ClusterLogForwarder not able to use multiple Elasticsearch nodes as outputs

Question

ClusterLogForwarder not able to use multiple Elasticsearch nodes as outputs

theodor2311 opened this issue 3 years ago · 7 comments

Describe the bug
The ClusterLogForwarder using Elasticsearch as outputs is not able to configure multiple Elasticsearch nodes in the same Elasticsearch cluster.

Environment

OpenShift 4.8.15
cluster-logging.5.2.2-21

Rationale
The deployment of the Elasticsearch cluster does not include any load balancer/VIP in the architecture, the normal practice is to pass a list of Elasticsearch nodes to do the load balancing at the client-side. E.g Kibana using "elasticsearch.hosts", Fluentd using "hosts".

To Reproduce

Create a ClusterLogForwarder with a list of Elasticsearch.

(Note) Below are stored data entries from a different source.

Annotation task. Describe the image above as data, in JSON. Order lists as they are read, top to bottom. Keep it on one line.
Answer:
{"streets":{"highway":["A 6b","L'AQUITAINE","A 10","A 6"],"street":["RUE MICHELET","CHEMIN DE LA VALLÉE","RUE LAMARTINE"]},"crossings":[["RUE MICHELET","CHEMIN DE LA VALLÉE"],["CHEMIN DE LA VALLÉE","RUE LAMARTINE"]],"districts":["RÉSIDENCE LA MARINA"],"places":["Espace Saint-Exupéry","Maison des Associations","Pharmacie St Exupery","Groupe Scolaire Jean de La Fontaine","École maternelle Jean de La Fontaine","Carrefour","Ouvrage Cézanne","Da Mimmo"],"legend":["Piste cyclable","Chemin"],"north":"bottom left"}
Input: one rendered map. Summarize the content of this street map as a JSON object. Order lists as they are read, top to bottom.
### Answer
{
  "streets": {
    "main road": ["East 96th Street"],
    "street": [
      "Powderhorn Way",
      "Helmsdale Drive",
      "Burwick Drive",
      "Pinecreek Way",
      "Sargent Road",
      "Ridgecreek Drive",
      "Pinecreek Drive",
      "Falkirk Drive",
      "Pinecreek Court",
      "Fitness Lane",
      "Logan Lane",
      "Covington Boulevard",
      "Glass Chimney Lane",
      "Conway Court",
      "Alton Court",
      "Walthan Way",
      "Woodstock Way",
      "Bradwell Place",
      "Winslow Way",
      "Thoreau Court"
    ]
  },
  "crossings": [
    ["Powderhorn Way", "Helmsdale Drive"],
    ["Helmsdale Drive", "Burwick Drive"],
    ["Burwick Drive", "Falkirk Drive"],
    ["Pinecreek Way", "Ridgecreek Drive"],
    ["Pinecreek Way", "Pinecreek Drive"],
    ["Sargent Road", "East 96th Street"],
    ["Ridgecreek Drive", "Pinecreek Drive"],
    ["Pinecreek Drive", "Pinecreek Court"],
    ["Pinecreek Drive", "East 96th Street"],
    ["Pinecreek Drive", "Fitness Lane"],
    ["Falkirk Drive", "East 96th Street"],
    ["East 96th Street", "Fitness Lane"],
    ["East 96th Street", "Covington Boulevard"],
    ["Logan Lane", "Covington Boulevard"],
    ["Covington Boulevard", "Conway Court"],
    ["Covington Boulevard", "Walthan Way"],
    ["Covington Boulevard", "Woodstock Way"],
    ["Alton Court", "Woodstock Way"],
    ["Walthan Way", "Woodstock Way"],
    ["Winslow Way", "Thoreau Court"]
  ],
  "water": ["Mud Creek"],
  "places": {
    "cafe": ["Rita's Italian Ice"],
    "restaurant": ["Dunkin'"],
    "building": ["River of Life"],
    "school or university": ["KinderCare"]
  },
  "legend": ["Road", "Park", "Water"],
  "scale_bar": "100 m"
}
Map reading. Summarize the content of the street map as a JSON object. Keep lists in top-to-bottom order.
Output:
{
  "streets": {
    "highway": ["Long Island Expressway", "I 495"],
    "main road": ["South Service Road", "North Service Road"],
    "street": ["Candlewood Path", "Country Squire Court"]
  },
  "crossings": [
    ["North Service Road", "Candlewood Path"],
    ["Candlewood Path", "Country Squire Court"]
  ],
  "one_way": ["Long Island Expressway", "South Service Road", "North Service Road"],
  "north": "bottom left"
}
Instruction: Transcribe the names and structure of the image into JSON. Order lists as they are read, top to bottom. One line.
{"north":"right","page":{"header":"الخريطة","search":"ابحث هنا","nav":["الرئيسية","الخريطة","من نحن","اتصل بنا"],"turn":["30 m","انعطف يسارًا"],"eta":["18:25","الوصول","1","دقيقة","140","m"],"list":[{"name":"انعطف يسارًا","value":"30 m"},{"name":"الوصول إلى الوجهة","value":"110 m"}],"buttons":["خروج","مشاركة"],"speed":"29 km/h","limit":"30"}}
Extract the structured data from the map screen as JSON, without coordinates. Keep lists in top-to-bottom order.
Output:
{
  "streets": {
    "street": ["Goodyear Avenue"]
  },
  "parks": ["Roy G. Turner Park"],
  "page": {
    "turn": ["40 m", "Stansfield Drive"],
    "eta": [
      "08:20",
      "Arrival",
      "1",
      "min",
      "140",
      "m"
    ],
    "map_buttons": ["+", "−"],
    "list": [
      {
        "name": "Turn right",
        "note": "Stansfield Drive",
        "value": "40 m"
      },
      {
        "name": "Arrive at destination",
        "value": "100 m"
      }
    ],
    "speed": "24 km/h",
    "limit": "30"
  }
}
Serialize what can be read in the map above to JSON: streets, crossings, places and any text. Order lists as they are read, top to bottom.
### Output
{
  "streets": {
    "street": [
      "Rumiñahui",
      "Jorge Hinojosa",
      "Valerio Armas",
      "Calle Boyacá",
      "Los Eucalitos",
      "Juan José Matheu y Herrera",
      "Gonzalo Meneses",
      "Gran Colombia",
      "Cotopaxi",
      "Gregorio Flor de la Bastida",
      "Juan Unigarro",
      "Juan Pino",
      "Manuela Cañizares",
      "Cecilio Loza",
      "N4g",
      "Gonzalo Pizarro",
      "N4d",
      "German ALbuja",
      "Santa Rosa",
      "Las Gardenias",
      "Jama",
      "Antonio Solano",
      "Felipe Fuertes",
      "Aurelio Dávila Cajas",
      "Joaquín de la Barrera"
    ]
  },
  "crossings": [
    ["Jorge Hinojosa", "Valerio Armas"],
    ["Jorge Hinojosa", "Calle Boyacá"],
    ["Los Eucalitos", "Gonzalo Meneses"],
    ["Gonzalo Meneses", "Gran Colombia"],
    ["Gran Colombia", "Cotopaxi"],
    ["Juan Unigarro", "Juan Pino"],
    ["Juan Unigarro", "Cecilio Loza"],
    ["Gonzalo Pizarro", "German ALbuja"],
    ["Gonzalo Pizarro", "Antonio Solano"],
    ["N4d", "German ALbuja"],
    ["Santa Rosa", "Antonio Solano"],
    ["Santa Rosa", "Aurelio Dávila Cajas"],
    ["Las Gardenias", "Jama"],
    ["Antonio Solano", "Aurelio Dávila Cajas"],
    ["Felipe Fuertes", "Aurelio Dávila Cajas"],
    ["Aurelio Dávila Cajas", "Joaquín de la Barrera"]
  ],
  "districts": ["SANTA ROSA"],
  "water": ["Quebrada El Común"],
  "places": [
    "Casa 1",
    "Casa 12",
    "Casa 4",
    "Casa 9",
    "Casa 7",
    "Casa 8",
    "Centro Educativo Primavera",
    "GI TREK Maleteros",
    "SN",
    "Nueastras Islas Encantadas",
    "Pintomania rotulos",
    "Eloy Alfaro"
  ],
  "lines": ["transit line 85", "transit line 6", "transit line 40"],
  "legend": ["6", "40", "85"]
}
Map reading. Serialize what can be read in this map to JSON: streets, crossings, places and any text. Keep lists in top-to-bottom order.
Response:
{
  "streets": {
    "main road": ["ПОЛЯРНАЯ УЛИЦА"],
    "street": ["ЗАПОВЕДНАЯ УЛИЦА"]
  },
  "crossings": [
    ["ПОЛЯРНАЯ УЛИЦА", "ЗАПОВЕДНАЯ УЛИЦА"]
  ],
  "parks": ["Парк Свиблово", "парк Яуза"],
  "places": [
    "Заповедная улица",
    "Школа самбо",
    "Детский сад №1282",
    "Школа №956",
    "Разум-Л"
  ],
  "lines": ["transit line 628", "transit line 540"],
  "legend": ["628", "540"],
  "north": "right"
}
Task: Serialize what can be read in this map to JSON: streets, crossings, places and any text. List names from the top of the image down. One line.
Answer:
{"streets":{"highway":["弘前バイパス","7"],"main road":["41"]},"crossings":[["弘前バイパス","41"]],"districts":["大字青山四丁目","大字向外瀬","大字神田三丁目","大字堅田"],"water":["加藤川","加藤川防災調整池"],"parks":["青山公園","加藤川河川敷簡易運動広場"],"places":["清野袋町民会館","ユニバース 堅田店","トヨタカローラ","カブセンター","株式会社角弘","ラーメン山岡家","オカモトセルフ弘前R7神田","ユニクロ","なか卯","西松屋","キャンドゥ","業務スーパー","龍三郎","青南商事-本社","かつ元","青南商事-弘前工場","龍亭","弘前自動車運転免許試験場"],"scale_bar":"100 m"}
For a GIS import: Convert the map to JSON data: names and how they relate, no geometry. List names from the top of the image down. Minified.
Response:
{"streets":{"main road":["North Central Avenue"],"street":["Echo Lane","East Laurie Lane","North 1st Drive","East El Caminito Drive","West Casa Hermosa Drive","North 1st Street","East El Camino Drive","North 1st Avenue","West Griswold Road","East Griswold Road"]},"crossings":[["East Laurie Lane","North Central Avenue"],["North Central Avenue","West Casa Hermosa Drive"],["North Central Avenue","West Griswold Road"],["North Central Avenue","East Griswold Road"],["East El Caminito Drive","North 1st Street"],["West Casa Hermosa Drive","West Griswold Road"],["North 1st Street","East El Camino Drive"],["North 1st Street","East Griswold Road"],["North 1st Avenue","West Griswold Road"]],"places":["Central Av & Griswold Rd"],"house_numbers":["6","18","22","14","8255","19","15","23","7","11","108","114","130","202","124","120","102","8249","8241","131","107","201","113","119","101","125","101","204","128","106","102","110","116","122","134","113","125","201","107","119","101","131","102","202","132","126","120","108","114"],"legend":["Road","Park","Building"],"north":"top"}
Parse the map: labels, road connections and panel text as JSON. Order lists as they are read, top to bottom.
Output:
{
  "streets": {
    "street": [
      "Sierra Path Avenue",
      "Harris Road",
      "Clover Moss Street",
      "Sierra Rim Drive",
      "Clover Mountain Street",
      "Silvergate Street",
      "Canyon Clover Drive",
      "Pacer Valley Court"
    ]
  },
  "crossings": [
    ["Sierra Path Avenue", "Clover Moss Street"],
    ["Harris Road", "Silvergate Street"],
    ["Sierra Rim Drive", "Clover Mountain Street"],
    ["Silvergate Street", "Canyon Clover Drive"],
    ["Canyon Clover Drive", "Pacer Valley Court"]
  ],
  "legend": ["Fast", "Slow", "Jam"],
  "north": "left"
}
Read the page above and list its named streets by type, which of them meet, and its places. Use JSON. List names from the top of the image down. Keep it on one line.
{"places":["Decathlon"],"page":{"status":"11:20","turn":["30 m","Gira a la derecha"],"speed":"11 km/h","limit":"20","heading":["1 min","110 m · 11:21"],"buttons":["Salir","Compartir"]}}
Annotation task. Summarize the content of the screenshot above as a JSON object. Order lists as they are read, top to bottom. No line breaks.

apiVersion: "logging.openshift.io/v1"
kind: ClusterLogForwarder
metadata:
  name: instance
  namespace: openshift-logging
spec:
  outputs:
   - name: elasticsearch-insecure
     type: "elasticsearch"
     url: http://elasticsearch.insecure.com:9200,http://elasticsearch2.insecure.com:9200
  pipelines:
   ...

Check the /etc/fluent/fluent.conf from the fluentd pods.

Expected behavior
The operator is able to parse the spec.outputs.url to "hosts" if using Elasticsearch as outputs.

...
<match **>
  @type copy
  <store>
    @type elasticsearch
    @id elasticsearch_insecure
    hosts http://elasticsearch.insecure.com:9200,http://elasticsearch2.insecure.com:9200
...

Actual behavior
The operator will parse the spec.outputs.url, tweak it, and put it to the "host" configuration.

...
<match **>
  @type copy
  <store>
    @type elasticsearch
    @id elasticsearch_insecure
    host elasticsearch.insecure.com:9200,http
    port 9200
...

Additional context
Kibana using "elasticsearch.hosts":
https://www.elastic.co/guide/en/kibana/current/production.html#high-availability
Fluentd using "hosts":
https://docs.fluentd.org/output/elasticsearch#hosts-optional

Answer 1 · 2021-11-05T15:34:20.000Z

@alanconway care to convert to a JIRA and put some API design around this? Per @lukas-vlcek this is a valid usecase

Answer 2 · 2021-11-05T21:04:31.000Z

Will do. Kafka has a similar feature that we do expose.

Answer 3 · 2021-11-22T20:49:33.000Z

@theodor2311 Please take a look at https://issues.redhat.com/browse/LOG-2016 and put a comment there to indicate if I've captured the issue correctly. One question - should we use the nodes in the order given, or randomize? If the main goal is load-balancing then randomized might spread the load better. But if there's a "preferred" node then we should take the first entry first.

@jcantrill The JIRA is enough of a design by itself, this is just adding a "Nodes" field to the Elasticsearch struct and it is the same pattern we already used for Kafka and it's "Brokers" field.

Answer 4 · 2021-11-22T20:51:33.000Z

I'll close this issue when @theodor2311 approves https://issues.redhat.com/browse/LOG-2016, we'll track the JIRA from then on.

Answer 5 · 2021-11-23T01:41:41.000Z

@alanconway Done with thanks. I think matching fluentd's "hosts" randomized behavior should be enough.

Answer 6 · 2021-11-26T19:25:58.000Z

/close
Continuing to track this issue at https://issues.redhat.com/browse/LOG-2016

Answer 7 · 2021-11-26T19:26:29.000Z

@alanconway: Closing this issue.

In response to this:

/close
Continuing to track this issue at https://issues.redhat.com/browse/LOG-2016

Instructions for interacting with me using PR comments are available here. If you have questions or suggestions related to my behavior, please file an issue against the kubernetes/test-infra repository.